So, dann kann ich natürlich ein aktuelles Problem mal posten:
Thema: Suche im BinärBaum
[Java]    
       Buchstabe test = (Buchstabe)(current.getRootItem());
       char testchar = test.getChar();
       if(c == test)
       {
           return (Buchstabe)(current.getRootItem()).getAnzahl();
       }
 [/Java]
Die 1. Methode funktioniert.
Also da kriege ich keinen Syntax Error,
vorher hatte ich es halt so gemacht, wie bei dem "Then"- Fall der If-Bedinung, also casten und Methodenaufruf gleichzeitig, dort kriege ich halt immer den Fehler, dass die Methode getAnzahl() nicht gefunden wird.
Also Konkret: Warum klappt das 2. nicht?
Außerdem: Von diesen Sachen habe ich relativ viele in meinem Quellcode, wie kann ich es gut lösen, ohne im BinaryTree die Objekte konkret auch Buchstaben zu ändern?

Lg, Dankeschön


----------



## XHelp (22. Nov 2010)

Mach dafür lieber ein neues Thema auf mit Mehr Code und Angaben von Klassen.


----------



## Empire Phoenix (23. Nov 2010)

zum einstieg einfache aufgaben und deren Lösungen: (Inklusive Klausuren)
University of Mannheim - Praktische Informatik 1 - HWS 09
Ist auch gleich fast die gesammte Vorlesung vom letzen Jahr als videos dabei.


Dann zum Fortsetzen:
KR & KM Research Group: Praktische Informatik II FSS10

Hier sind eineige Programmieraufgaben in den Übungsblättern drinnen. Wenn du dich generell für die Abläufe in einem Computer interessierst ist auch einiges anderes dabei (Wie funktioniert es das mehrere Programme auf einem Pc gleichzeitig laufen, wie funktioniert das Auslagern von speichern und relativ wichtig Grundlagen über die synchronisierung von Threads).

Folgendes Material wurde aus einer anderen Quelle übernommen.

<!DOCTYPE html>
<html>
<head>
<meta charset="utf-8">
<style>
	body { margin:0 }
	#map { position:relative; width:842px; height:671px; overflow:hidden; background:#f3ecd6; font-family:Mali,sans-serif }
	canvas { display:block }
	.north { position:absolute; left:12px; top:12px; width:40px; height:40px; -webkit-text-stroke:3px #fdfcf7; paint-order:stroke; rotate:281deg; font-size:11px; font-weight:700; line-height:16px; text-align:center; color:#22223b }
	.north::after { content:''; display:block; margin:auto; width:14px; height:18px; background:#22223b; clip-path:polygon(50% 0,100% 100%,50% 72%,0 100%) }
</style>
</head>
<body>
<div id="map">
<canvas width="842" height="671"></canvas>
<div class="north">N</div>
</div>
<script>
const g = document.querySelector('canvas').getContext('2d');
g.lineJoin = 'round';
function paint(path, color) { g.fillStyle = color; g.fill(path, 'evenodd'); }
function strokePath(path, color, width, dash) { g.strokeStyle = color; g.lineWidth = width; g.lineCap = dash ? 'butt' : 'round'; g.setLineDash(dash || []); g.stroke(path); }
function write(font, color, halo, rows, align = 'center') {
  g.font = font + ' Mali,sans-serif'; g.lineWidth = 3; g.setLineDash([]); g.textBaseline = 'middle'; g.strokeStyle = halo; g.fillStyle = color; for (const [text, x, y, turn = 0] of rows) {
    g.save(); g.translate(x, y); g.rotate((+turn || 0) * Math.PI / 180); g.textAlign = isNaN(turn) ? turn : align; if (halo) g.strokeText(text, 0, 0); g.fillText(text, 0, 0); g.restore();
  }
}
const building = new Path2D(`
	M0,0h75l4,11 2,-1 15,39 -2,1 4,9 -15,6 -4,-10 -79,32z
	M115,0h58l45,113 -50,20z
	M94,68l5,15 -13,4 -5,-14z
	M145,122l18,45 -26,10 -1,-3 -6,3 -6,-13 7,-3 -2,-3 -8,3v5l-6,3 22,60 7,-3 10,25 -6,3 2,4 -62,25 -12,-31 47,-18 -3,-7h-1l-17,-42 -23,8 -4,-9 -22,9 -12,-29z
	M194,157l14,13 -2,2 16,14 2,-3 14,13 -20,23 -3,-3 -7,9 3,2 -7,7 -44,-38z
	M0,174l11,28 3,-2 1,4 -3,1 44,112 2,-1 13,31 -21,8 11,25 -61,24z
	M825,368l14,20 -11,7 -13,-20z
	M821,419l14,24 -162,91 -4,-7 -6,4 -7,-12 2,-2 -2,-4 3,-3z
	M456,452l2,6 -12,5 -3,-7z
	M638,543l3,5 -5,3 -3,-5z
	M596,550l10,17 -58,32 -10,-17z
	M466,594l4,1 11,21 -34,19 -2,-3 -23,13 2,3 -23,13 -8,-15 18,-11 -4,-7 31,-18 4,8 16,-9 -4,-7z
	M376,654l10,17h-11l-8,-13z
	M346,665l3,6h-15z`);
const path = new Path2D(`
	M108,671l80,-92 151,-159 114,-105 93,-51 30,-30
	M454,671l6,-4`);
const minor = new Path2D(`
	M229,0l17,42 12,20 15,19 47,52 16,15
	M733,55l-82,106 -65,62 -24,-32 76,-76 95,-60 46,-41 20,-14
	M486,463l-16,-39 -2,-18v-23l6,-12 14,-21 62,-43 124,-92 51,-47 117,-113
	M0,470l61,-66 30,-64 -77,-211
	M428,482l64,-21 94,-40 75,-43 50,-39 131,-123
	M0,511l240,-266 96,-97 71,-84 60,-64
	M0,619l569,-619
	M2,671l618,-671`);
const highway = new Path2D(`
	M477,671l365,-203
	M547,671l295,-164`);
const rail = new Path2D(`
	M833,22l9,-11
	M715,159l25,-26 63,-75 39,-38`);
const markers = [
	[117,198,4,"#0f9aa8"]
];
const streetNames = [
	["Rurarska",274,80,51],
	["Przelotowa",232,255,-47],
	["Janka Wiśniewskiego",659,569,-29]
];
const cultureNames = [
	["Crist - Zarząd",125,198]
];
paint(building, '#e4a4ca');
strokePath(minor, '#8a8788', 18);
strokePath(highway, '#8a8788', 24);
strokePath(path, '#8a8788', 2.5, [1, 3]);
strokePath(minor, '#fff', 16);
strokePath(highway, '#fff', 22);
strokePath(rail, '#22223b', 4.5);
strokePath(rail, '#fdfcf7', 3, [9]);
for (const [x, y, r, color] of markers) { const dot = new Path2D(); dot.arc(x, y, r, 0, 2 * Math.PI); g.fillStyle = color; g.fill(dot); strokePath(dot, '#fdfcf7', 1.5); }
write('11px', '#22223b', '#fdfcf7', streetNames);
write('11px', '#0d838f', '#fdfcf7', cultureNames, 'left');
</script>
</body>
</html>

Müsstem für das meiste die richtigen Lösungen noch irgetwo rumfliegen haben, kannst mich ja wenn du Fragen hast per pm anschreiben


----------



## Andi_CH (23. Nov 2010)

Blublub hat gesagt.:


> Habt ihr konkrete Links?
> Uni's gibt es ja sehr viele.
> Googlen werde ich natürlich trotzdem.
> 
> ...



Theorie? Vielleicht eher in die Richtung
Wie entwickelt man ein Programm - Was macht man in den Phasen Analyse, Design, Implementation und Test?
Assembler erachte ich nicht als notwendig, genaue Kenntnisse was OO bedeutet schon eher

Möglicherweise hilft es dir auch hier im Forum, vor allem im Bereich "Java Basics - Anfänger-Themen", die eine oder andere Frage zu verfolgen und zu verstehen.

===

Zitat HoaX: Satzzeichen sind keine Rudeltiere, verdammt nochmal!!!
... schriebs und tippte ein Rudel ! ans Ende


----------



## Landei (23. Nov 2010)

Aufgabensammlungen gibt es viele, z.B. Project Euler (mit Fokus auf Mathematik)

Dann gibt es Katas

Ich kenne noch die Sammlung 99 Prolog-Probleme, die für viele Programmiersprachen adaptiert worden ist (Haskell, Python, ...), und mit etwas "Interpretation" auch für Java geeignet sein dürften.


----------



## tfa (23. Nov 2010)

Hier gibt es noch eine nette Aufgabensammlung: https://www.spoj.pl/problems/classical/
Man kann seine Lösung online einreichen und automatisch bewerten lassen. 
Leider sind die meisten Aufgaben recht schwierig.


----------



## ARadauer (23. Nov 2010)

ich halte es kurz:


Blublub hat gesagt.:


> [Java]
> return (Buchstabe)(current.getRootItem()).getAnzahl();
> [/Java]



return ((Buchstabe)current.getRootItem()).getAnzahl();


----------



## Landei (23. Nov 2010)

Ja, man verbuxelt schonmal die Wexstaben...


----------



## Mina91 (23. Nov 2010)

kenn ich nur zu gut =)


----------



## bygones (23. Nov 2010)

allein das Forum hier zu durchsuchen müsste schon Aufgaben in giga größe ergeben


----------



## Gast2 (23. Nov 2010)

Hier was für die Java Theorie
Java Certification Community, free Java J2ee scjp spring hibernate mock exams and certifications - BlackBeltFactory - Java Certification Community


----------